After years of maintaining an internal protective force, Lawrence Livermore National Laboratory is planning to open up its security work to subcontractors for the first time. The lab was the site of an embarrassing security blunder in April of 2008, when a team of mock terrorists were able to steal a cache of special nuclear material during a force-on-force practice exercise, drawing criticism from Congress and government watchdog groups. A spokesman for Lawrence Livermore National Security, LLC, the Bechtel-led consortium that assumed management of the laboratory in October of 2007, said the potential change had nothing to do with the recent security problems, however. The lab announced its intentions to solicit protective forces bids in a May 12 notice. "This has been under discussion since the contract to manage the lab was put out to bid," LLNL spokesman Don Johnston said.
“The thinking is that having a contractor would provide business advantages and flexibility in terms of being able to bring in people when you need them when the security requirements change.”
The University of California, which was the sole manager of the lab up until 2007 and remains a part of the LLC, provided security for the laboratory for decades, leveraging assets across the entire UC system for equipment purchasing, training and staffing. That changed in October of 2007, and the lab's transition to private management was partially blamed for the security slip-up last April, according to the Government Accountability Office. The lab developed a corrective action plan to address the 54 security deficiencies identified after the Department of Energy's Office of Independent Oversight and completed 74 percent of the milestones included in the plan as of December, including the institution of more extensive and more frequent force-on-force exercise.
RFP Slated for June
Without revealing details, Johnson said the lab performed "quite well" in a follow-up review by the Office of Independent Oversight last month, but he conceded that the protective forces change could lead to security improvements. "We're hoping that over the long term it'll strengthen our security," he said. "All of the areas that were pointed out [in the review] have been addressed. Of course it takes some time to complete all of those. We hope to have all of that done by the time a new [security] contractor comes in."

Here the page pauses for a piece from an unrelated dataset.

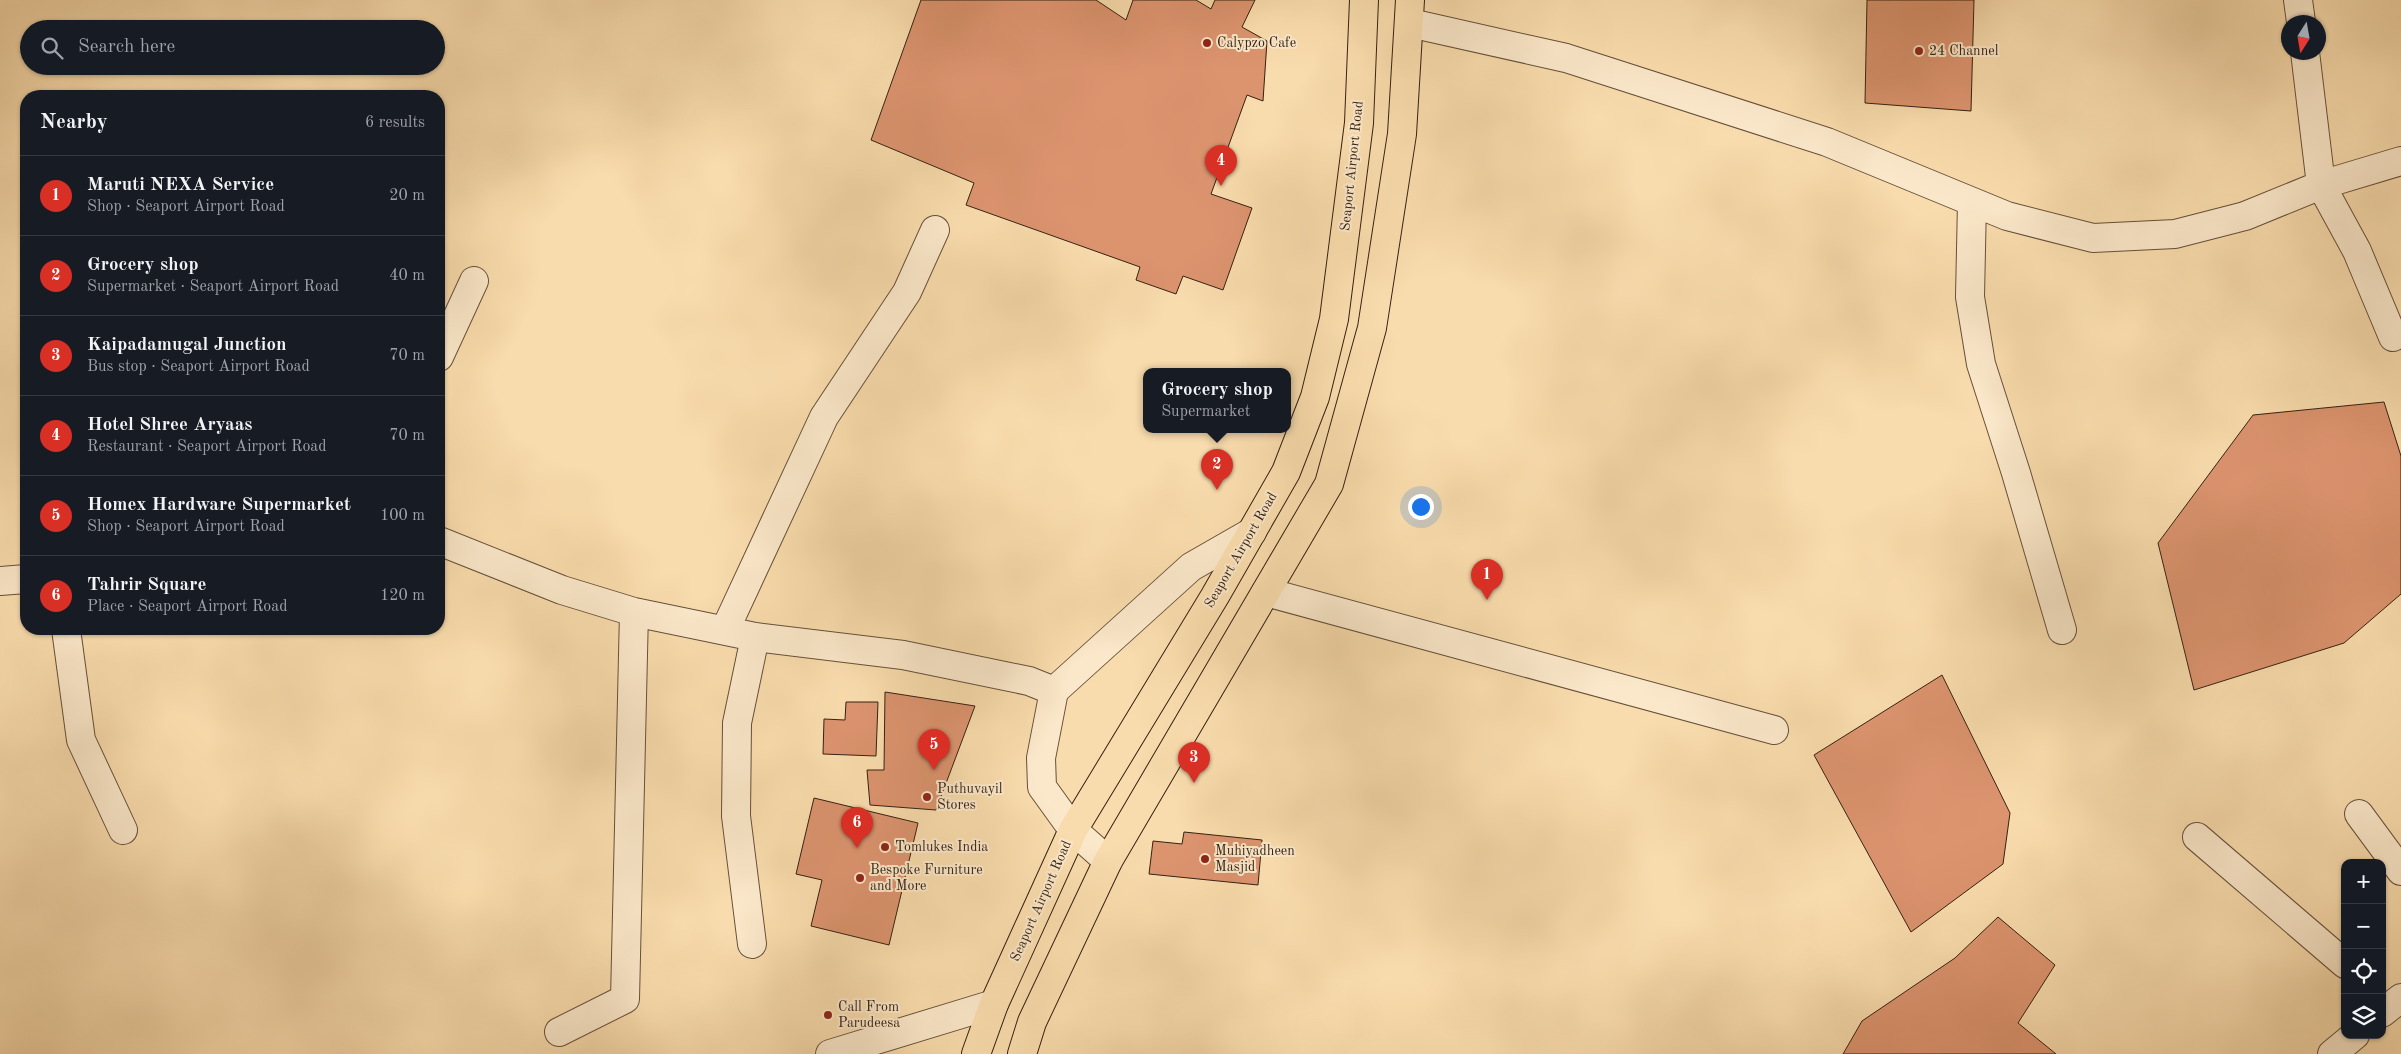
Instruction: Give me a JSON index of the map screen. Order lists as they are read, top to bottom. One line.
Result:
{"streets":{"main road":["Seaport Airport Road"]},"places":["Calypzo Cafe","24 Channel","Puthuvayil Stores","Tomlukes India","Muhiyadheen Masjid","Bespoke Furniture and More","Call From Parudeesa"],"north":"bottom","page":{"search":"Search here","heading":["Nearby","6 results"],"pins":["4","2","1","5","3","6"],"list":[{"mark":"1","name":"Maruti NEXA Service","note":"Shop · Seaport Airport Road","value":"20 m"},{"mark":"2","name":"Grocery shop","note":"Supermarket · Seaport Airport Road","value":"40 m"},{"mark":"3","name":"Kaipadamugal Junction","note":"Bus stop · Seaport Airport Road","value":"70 m"},{"mark":"4","name":"Hotel Shree Aryaas","note":"Restaurant · Seaport Airport Road","value":"70 m"},{"mark":"5","name":"Homex Hardware Supermarket","note":"Shop · Seaport Airport Road","value":"100 m"},{"mark":"6","name":"Tahrir Square","note":"Place · Seaport Airport Road","value":"120 m"}],"popup":["Grocery shop","Supermarket"],"map_buttons":["+","−"]}}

According to the solicitation, work will be performed at the lab's main campus in Livermore, Calif., as well as at its Tracy, Calif., testing site, and security services for Sandia National Laboratories' Livermore site could also be included in the scope of the contract. Sandia's California campus shares a border with Livermore's main site. The services that will be provided include the monitoring of alarms and dispatch of security personnel, tactical response to alarms, traffic safety, law enforcement services, explosive detection, vehicle searches, site-wide access control and security personnel training. Johnson said a Request for Proposals is likely to be released in June with an award scheduled for October.